Dealing with Missing Data in Pandas



In Pandas, missing data is represented by two values:

  • None: None — it is a Python singleton object and is often used for missing data in Python code.
  • NaN: NaN (short for Not a Number) — it is a special floating point value recognized by all systems that use the IEEE standard floating point notation.

Pandas consider None and NaN essentially interchangeable to indicate missing or null values. To facilitate this convention, the Pandas DataFrame has several useful functions for detecting, removing and replacing empty values:

In this article, we are using a CSV file, to load the CSV file we are using, click here .

Check missing values ​​using isnull () and notnull()

To check for missing values ​​in the Pandas DataFrame, we use the isnull () function and notnull () . Both functions help to check if the value is NaN or not.
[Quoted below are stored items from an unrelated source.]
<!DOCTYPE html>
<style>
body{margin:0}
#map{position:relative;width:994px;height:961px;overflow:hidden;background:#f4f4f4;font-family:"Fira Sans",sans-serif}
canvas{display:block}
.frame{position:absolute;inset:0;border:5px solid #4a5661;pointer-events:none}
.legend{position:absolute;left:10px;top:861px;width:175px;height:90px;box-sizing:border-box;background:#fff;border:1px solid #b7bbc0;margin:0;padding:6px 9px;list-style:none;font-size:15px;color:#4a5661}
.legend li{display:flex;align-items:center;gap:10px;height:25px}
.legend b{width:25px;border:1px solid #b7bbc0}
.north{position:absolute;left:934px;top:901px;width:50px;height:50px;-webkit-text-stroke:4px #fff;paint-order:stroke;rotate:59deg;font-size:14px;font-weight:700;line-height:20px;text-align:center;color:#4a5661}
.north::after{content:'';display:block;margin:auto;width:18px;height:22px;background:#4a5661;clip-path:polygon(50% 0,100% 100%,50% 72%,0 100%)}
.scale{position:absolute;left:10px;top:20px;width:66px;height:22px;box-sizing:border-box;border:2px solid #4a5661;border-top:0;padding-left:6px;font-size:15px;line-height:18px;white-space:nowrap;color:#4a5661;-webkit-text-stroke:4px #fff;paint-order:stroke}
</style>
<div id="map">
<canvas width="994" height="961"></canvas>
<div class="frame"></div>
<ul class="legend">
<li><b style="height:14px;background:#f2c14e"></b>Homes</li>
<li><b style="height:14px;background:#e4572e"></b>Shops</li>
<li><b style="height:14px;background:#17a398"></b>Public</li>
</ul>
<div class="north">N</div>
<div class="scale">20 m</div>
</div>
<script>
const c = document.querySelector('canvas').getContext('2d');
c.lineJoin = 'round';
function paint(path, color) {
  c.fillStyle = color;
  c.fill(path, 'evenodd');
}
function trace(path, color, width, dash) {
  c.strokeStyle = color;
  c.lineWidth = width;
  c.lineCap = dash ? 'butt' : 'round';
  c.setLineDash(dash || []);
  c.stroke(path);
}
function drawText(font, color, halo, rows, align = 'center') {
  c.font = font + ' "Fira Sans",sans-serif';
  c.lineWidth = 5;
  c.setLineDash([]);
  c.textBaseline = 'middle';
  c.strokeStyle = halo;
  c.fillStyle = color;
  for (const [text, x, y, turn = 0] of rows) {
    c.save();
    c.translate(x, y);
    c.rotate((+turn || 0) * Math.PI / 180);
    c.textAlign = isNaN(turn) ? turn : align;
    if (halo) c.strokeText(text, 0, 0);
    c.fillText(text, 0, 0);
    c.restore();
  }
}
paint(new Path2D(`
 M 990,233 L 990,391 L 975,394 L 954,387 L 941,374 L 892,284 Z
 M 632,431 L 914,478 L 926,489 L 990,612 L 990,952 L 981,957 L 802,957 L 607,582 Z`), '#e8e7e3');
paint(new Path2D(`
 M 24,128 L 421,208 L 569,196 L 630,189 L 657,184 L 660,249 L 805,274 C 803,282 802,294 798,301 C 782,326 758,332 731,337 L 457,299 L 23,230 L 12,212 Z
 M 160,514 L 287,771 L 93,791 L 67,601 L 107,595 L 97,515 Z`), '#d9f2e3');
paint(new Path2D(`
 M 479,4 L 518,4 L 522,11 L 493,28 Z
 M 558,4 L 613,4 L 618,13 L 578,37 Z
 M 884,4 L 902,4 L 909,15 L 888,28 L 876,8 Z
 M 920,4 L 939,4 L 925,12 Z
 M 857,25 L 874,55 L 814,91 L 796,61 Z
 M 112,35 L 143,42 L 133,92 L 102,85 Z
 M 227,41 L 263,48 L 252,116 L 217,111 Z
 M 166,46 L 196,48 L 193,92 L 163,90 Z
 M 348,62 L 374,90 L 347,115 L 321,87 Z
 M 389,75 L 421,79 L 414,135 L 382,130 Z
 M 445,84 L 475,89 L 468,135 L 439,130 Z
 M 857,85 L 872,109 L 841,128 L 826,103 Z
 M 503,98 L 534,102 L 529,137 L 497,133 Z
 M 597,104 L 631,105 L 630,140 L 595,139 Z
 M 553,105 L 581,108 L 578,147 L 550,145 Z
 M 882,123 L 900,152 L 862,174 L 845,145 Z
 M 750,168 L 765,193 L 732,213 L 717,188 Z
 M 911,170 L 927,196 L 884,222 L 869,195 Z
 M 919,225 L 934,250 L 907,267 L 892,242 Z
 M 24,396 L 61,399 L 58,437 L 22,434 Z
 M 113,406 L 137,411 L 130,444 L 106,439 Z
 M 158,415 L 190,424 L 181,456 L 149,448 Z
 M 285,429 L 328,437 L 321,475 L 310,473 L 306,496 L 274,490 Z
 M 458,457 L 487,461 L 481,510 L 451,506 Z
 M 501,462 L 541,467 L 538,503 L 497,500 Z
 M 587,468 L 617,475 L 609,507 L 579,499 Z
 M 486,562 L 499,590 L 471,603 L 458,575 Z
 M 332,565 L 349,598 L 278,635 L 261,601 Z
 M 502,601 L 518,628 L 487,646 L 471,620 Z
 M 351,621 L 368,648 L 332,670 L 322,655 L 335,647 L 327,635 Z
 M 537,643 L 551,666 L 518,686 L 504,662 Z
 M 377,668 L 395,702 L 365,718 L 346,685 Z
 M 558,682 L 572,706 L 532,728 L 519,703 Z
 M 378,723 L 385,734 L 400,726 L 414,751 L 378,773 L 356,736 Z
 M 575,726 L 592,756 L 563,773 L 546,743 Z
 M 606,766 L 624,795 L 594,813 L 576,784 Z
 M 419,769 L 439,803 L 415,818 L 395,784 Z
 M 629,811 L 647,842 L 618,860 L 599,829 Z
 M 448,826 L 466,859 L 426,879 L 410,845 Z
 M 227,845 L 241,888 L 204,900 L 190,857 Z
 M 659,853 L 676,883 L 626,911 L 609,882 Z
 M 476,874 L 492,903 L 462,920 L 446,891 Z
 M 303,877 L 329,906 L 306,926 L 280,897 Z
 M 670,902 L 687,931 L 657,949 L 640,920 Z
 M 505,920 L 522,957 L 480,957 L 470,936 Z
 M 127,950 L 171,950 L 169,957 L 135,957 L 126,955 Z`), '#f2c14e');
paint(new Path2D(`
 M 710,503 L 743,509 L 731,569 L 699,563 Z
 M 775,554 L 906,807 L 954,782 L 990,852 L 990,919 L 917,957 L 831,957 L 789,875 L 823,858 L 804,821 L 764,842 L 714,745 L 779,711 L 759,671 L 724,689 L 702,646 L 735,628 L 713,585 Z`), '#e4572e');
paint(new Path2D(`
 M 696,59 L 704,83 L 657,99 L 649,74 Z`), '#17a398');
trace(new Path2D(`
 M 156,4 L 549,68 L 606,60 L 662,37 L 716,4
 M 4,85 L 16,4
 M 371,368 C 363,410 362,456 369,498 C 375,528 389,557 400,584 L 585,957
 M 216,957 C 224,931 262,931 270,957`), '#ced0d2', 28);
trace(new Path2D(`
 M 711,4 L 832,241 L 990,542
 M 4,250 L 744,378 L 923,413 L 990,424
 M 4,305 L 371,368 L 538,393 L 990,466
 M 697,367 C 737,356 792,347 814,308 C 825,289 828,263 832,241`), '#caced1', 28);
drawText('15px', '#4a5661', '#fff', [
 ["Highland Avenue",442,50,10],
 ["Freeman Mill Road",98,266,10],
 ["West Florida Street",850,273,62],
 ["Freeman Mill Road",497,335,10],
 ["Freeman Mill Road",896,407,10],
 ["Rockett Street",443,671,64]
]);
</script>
These functions can also be used in the Pandas series to find null values ​​in a series.

Check for missing values ​​with isnull ()

To check for null values ​​in a Pandas DataFrame, we use isnull () this function returns a data frame with Boolean values ​​equal to True for NaN values.

Code # 1:

# import pandas as pd

import pandas as pd

 
# import numpy as np

import numpy as np

 
# dictionary of lists

dic t = { `First Score` : [ 100 , 90 , np.nan, 95 ],

`Second Score` : [ 30 , 45 , 56 , np.nan],

`Third Score` : [np.nan, 40 , 80 , 98 ]}

 
# creating a data frame from a list

df = pd.DataFrame ( dict )

 
# using the isnull () function
df.isnull ()

Output:

Code # 2:

# pandas package import

import pandas as pd 

 
# create data frame from CSV file

data = pd.read_csv ( " employees.csv "

 
# create series bool True for NaN values ​​

bool_series = pd.isnull (data [ "Gender" ]) 

 
# data filtering
# display data only with Gender = NaN
data [bool_series] 

Output:
As shown in the output image , only rows that have Gender = NULL are displayed.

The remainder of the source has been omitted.